Confession - Page 40/274

Thus stood the affair between my fair cousin and myself--a

condition of things seriously and equally affecting her health and

my temper--when an explosion took place, of a nature calculated to

humble my uncle and myself, if not in equal degree, or to the same

attitude, at least to a most mortifying extent in both cases. I

have not stated before--indeed, it was not until the affair which

I am now about to relate had actually exploded, that I was made

acquainted with any of the facts which produced it--that, prior to

my father's death, there had been some large business connections

between himself and my uncle.

In those days secret connections in

business, however dangerous they might be in social, and more than

equivocal in moral respects, were considered among the legitimate

practices of tradesmen. What was the particular sort of relations

existing between my father and uncle, I am not now prepared to

state, nor is it absolutely necessary to my narrative. It is enough

for me to say that an exposure of them took place, in part, in

consequence of some discovering made by my father's unsatisfied

creditors, by which the obscure transactions of thirty years

were brought to light, or required to be brought to light; and in

the development of which, the fair business fame of my uncle was

likely to be involved in a very serious degree--not to speak of

the inevitable effects upon his resources of a discovery and proof

of fraudulent concealment. The reputation of my father must have

suffered seriously, had it not been generally known that he left

nothing--a fact beyond dispute from the history of my own career,

in which neither goods nor chattels, lands nor money, were suffered

to enure to my advantage.

The business was brought to me. The merchant who brought it, and who

had been busy for some years in tracing out the testimony, so far

as it could be procured, gave me to understand that he had determined

to place it in my hands for two reasons: firstly, to enable me

to release the memory of my father from the imputation--under any

circumstances discreditable--of bankruptcy, by compelling my uncle

to disgorge the sums which he had appropriated, and which, as was

alleged, would satisfy all my father's creditors; and, secondly,

to give me an opportunity of revenging my own wrongs upon one, of

whose course of conduct toward me the populace had already seen

enough, during the last election, to have a tolerably correct idea.
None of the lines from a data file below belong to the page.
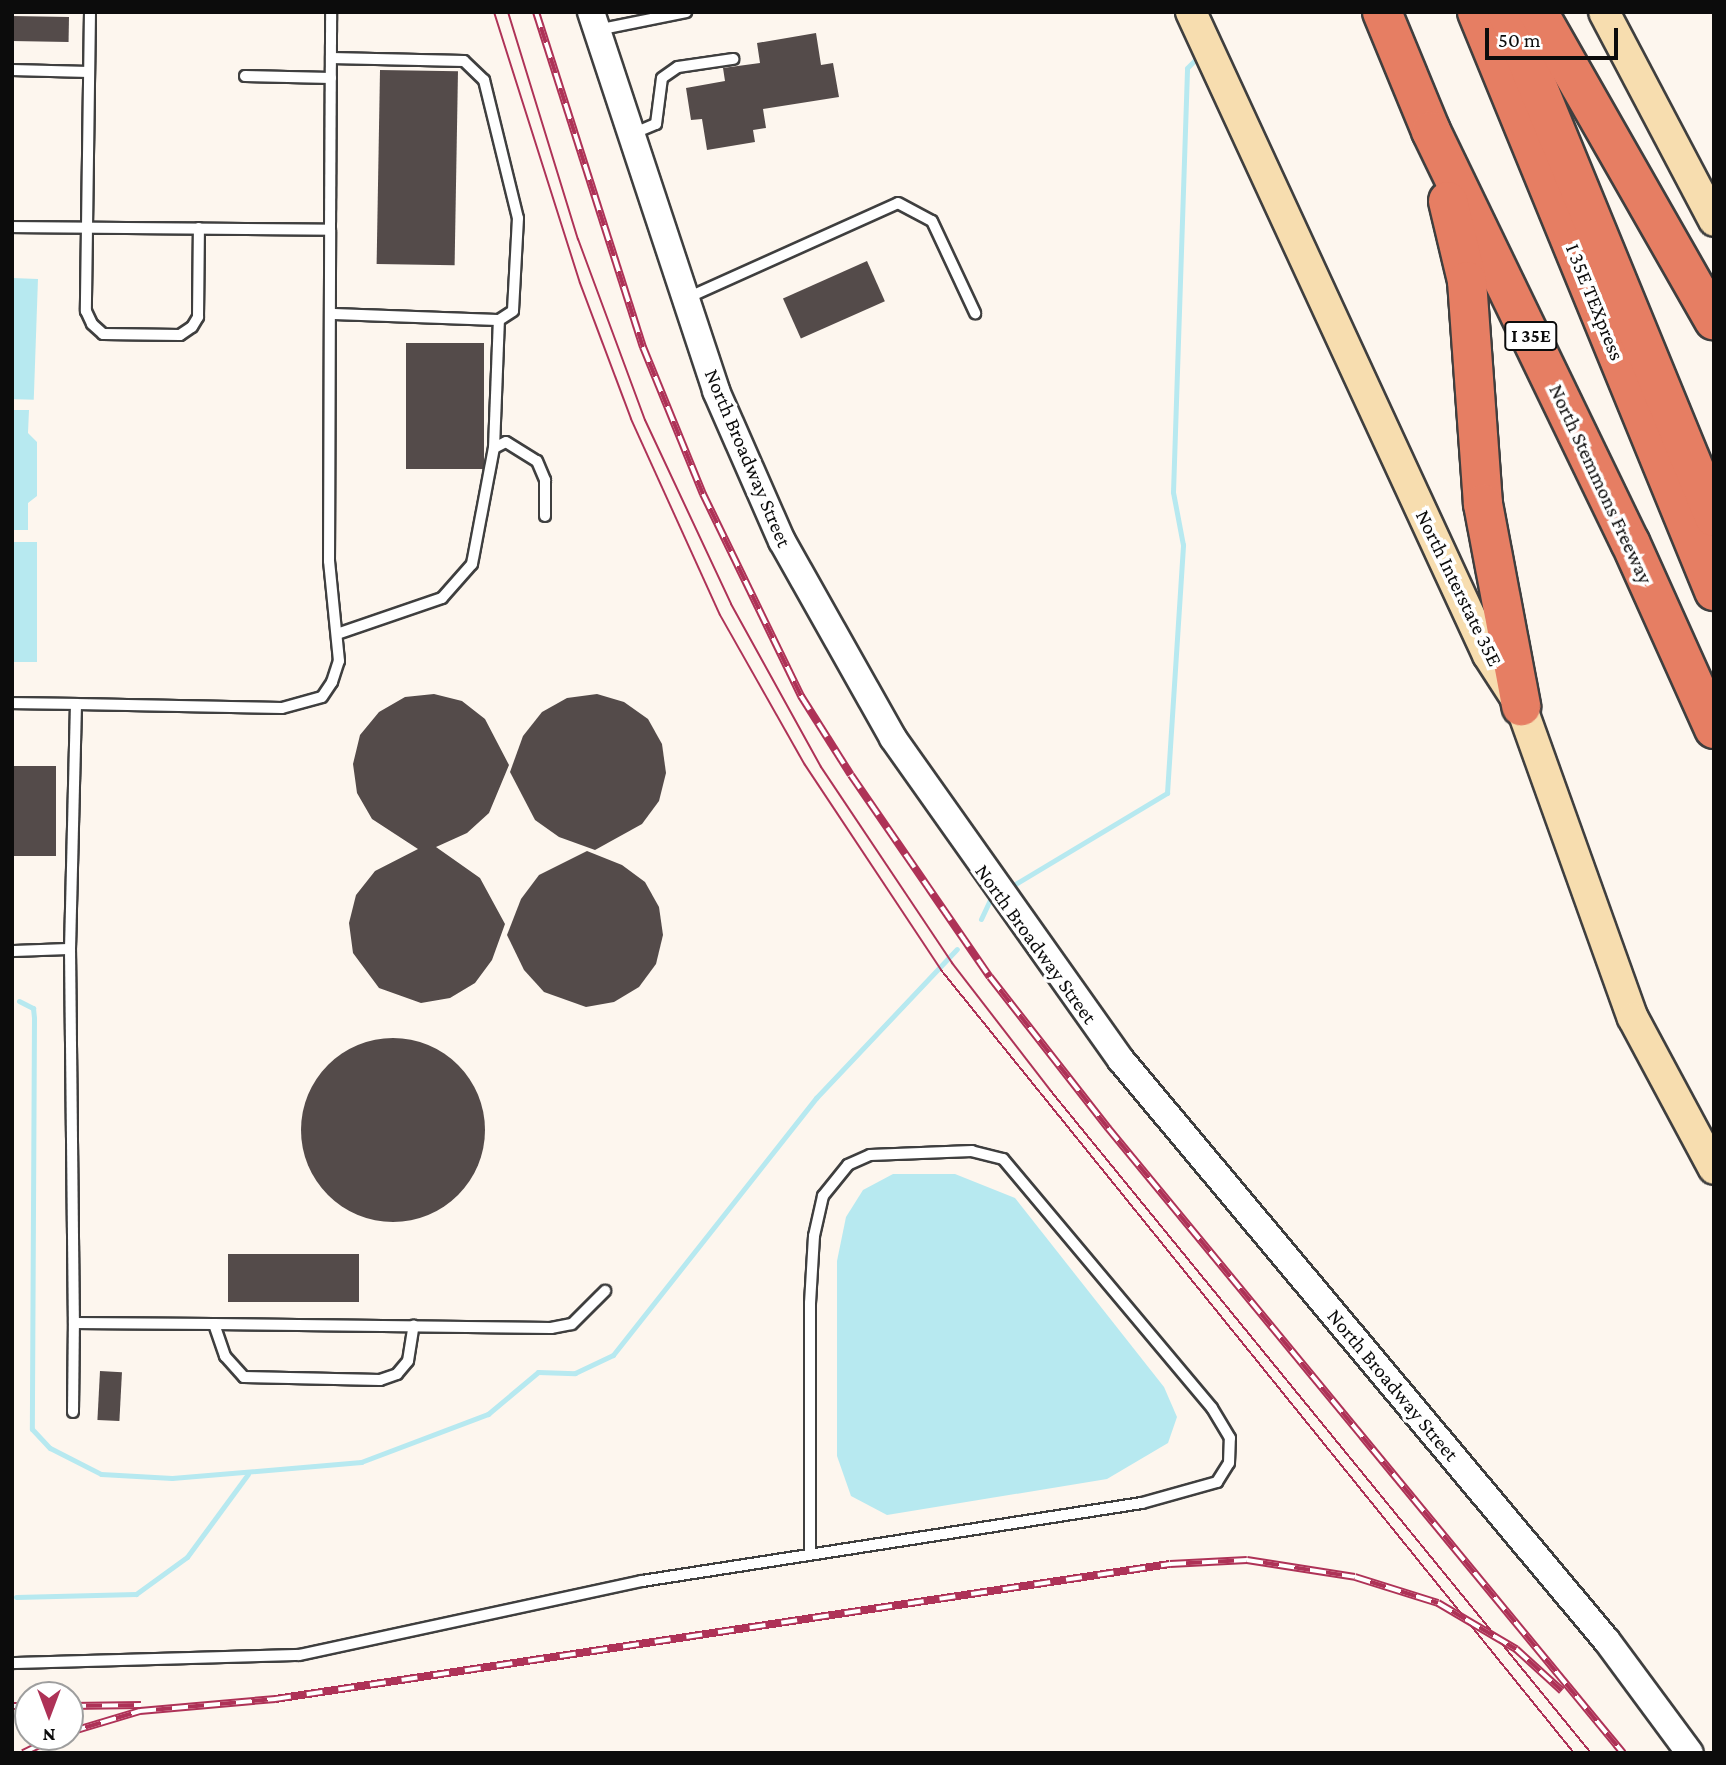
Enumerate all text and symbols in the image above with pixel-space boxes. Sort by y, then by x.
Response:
scale bar [1488,14,1621,58]
text: 50 m [1498,28,1541,52]
street label: I 35E TEXpress [1560,240,1630,364]
road number: I 35E [1503,320,1559,352]
street label: North Broadway Street [699,365,797,551]
street label: North Stemmons Freeway [1544,380,1658,588]
street label: North Interstate 35E [1410,506,1508,670]
street label: North Broadway Street [970,859,1102,1029]
street label: North Broadway Street [1322,1304,1464,1466]
north arrow [14,1681,84,1751]
text: N [43,1725,55,1746]

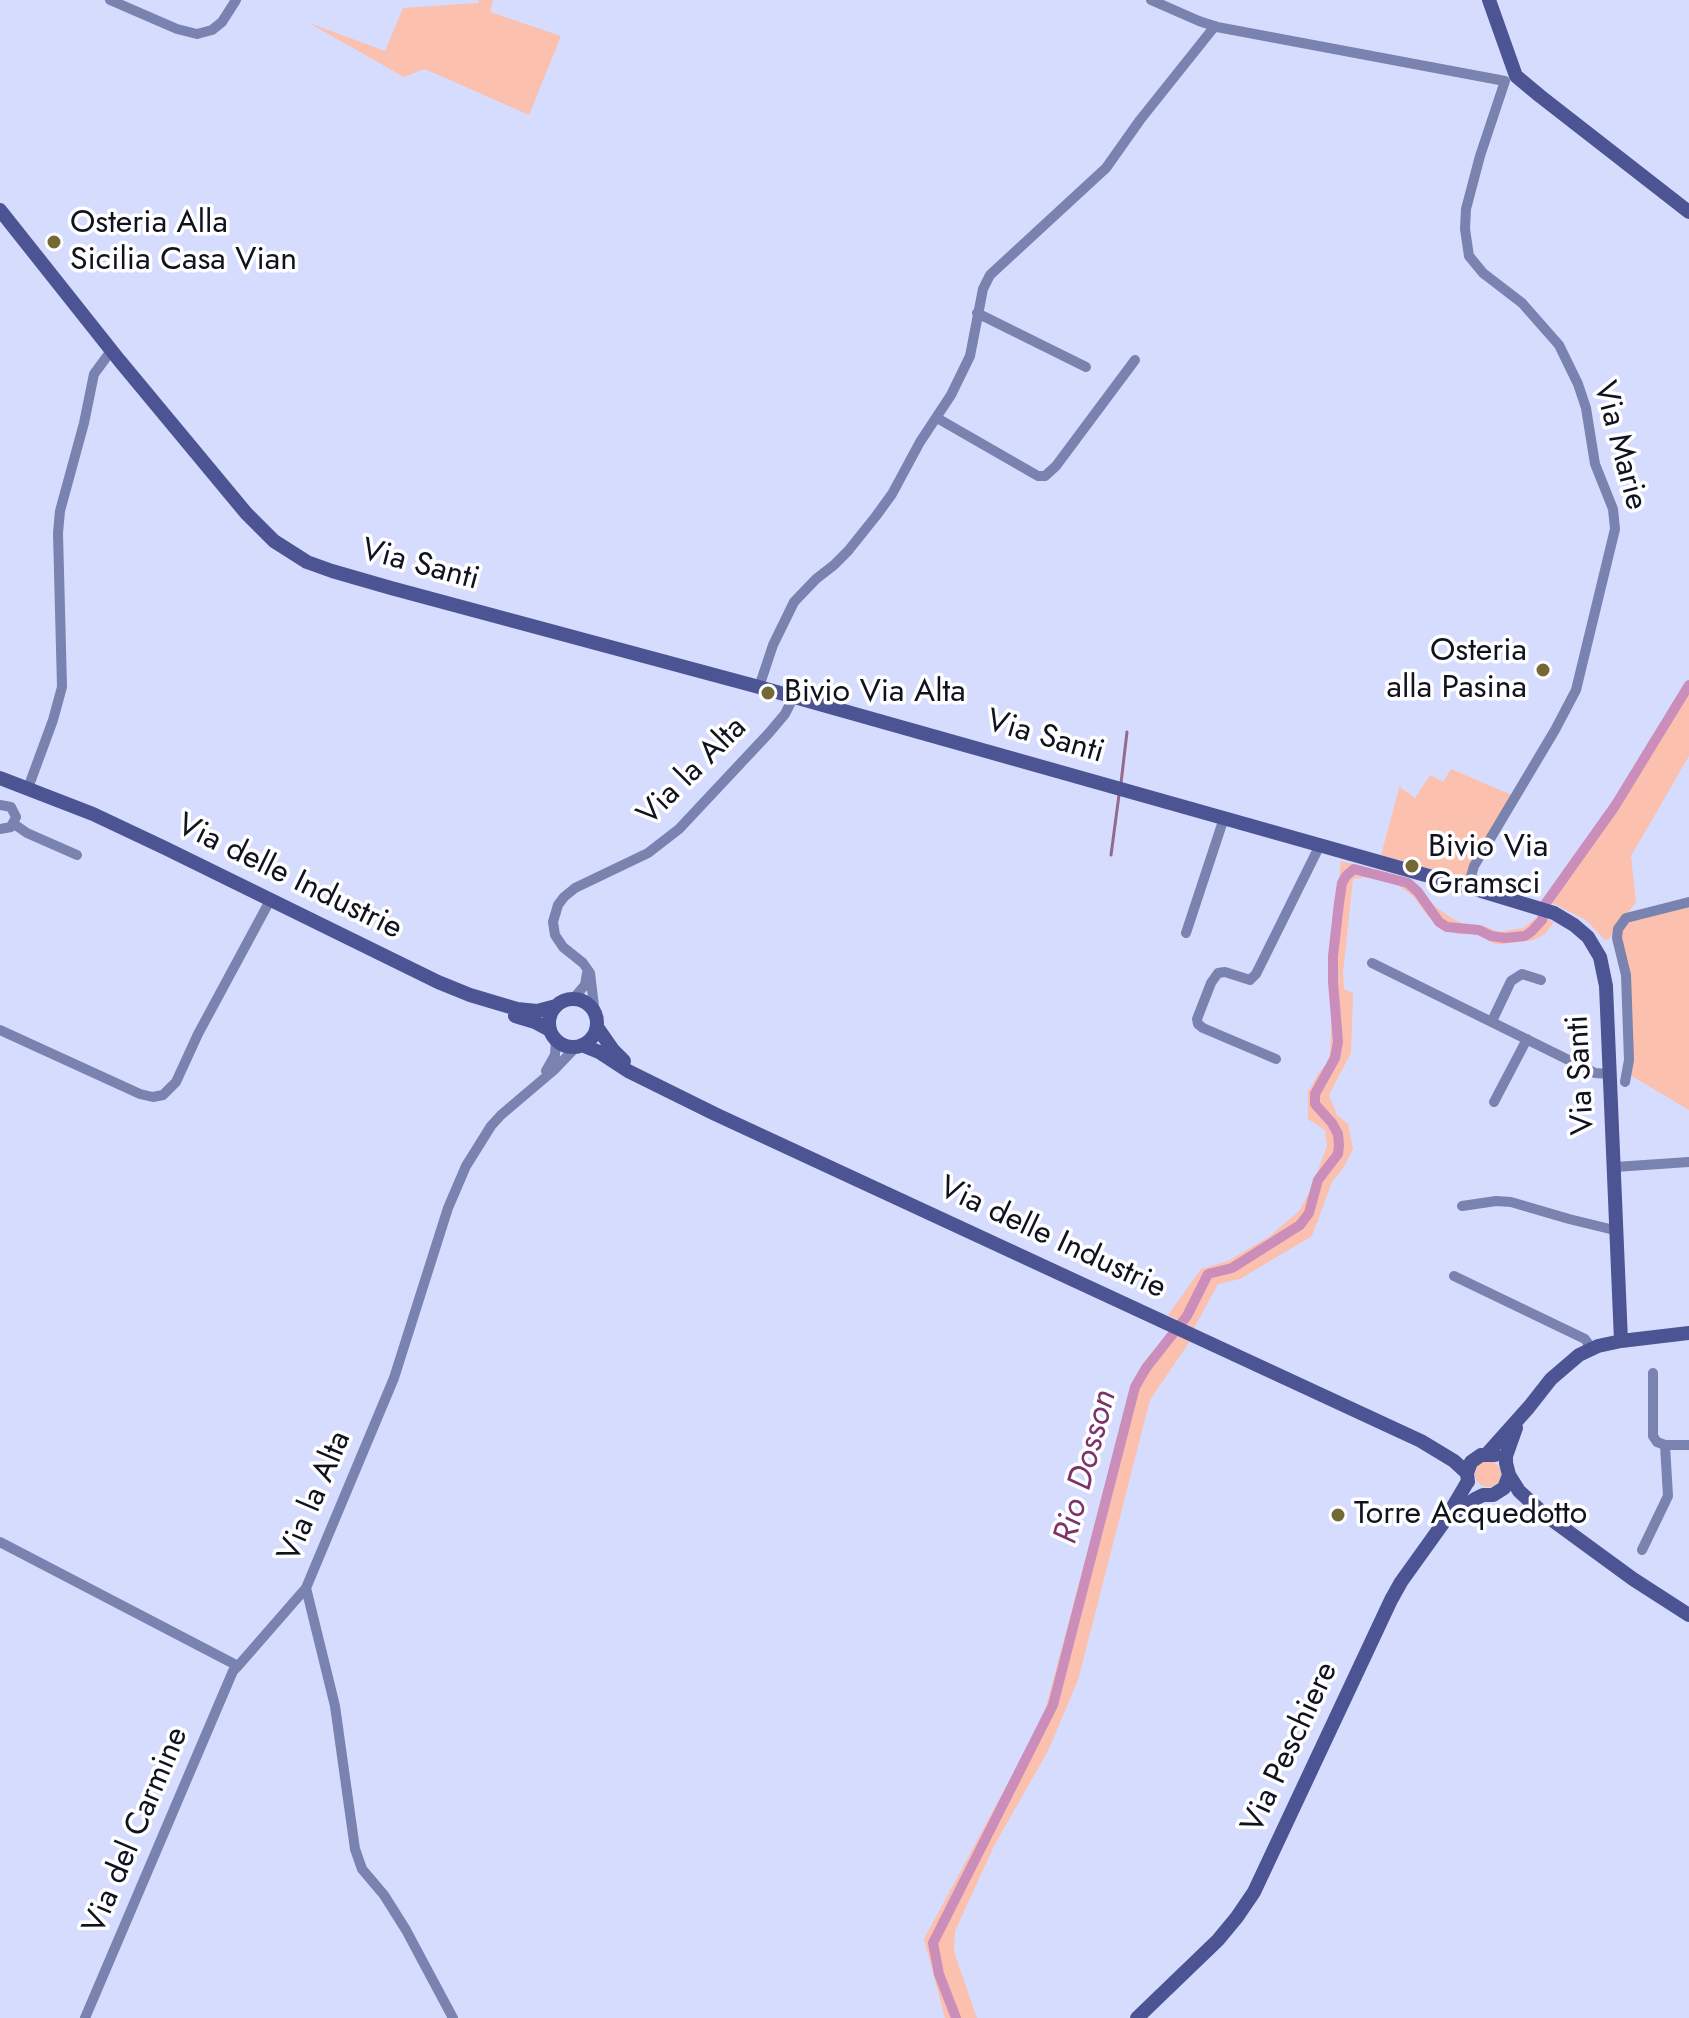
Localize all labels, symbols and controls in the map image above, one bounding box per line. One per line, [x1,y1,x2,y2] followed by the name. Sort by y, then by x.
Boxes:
[70,205,297,280] place label: Osteria Alla Sicilia Casa Vian
[45,233,63,251] marker: Osteria Alla Sicilia Casa Vian
[1583,378,1655,514] street label: Via Marie
[357,532,483,600] street label: Via Santi
[1387,633,1527,708] place label: Osteria alla Pasina
[1534,661,1552,679] marker: Osteria alla Pasina
[784,674,966,712] place label: Bivio Via Alta
[759,684,777,702] marker: Bivio Via Alta
[982,703,1108,773] street label: Via Santi
[631,710,755,834] street label: Via la Alta
[170,807,408,949] street label: Via delle Industrie
[1428,829,1548,904] place label: Bivio Via Gramsci
[1403,857,1421,875] marker: Bivio Via Gramsci
[1560,1014,1604,1136] street label: Via Santi
[932,1170,1172,1308] street label: Via delle Industrie
[1047,1386,1127,1548] water label: Rio Dosson
[271,1426,361,1568] street label: Via la Alta
[1354,1496,1587,1534] place label: Torre Acquedotto
[1329,1506,1347,1524] marker: Torre Acquedotto
[1235,1656,1347,1840] street label: Via Peschiere
[76,1722,198,1940] street label: Via del Carmine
I examined the papers, thanked my client for his friendly intentions,

but declined taking charge of the case for two other reasons. My

relations to the dead and to the living were either of them sufficient

reasons for this determination. I communicated the grounds of

action, in a respectful letter, to my uncle, and soon discovered,

by the alarm which he displayed in consequence, that the cause

of the complaint was in all probability good. The case belonged to

the equity jurisdiction, and the relator soon filed his bill.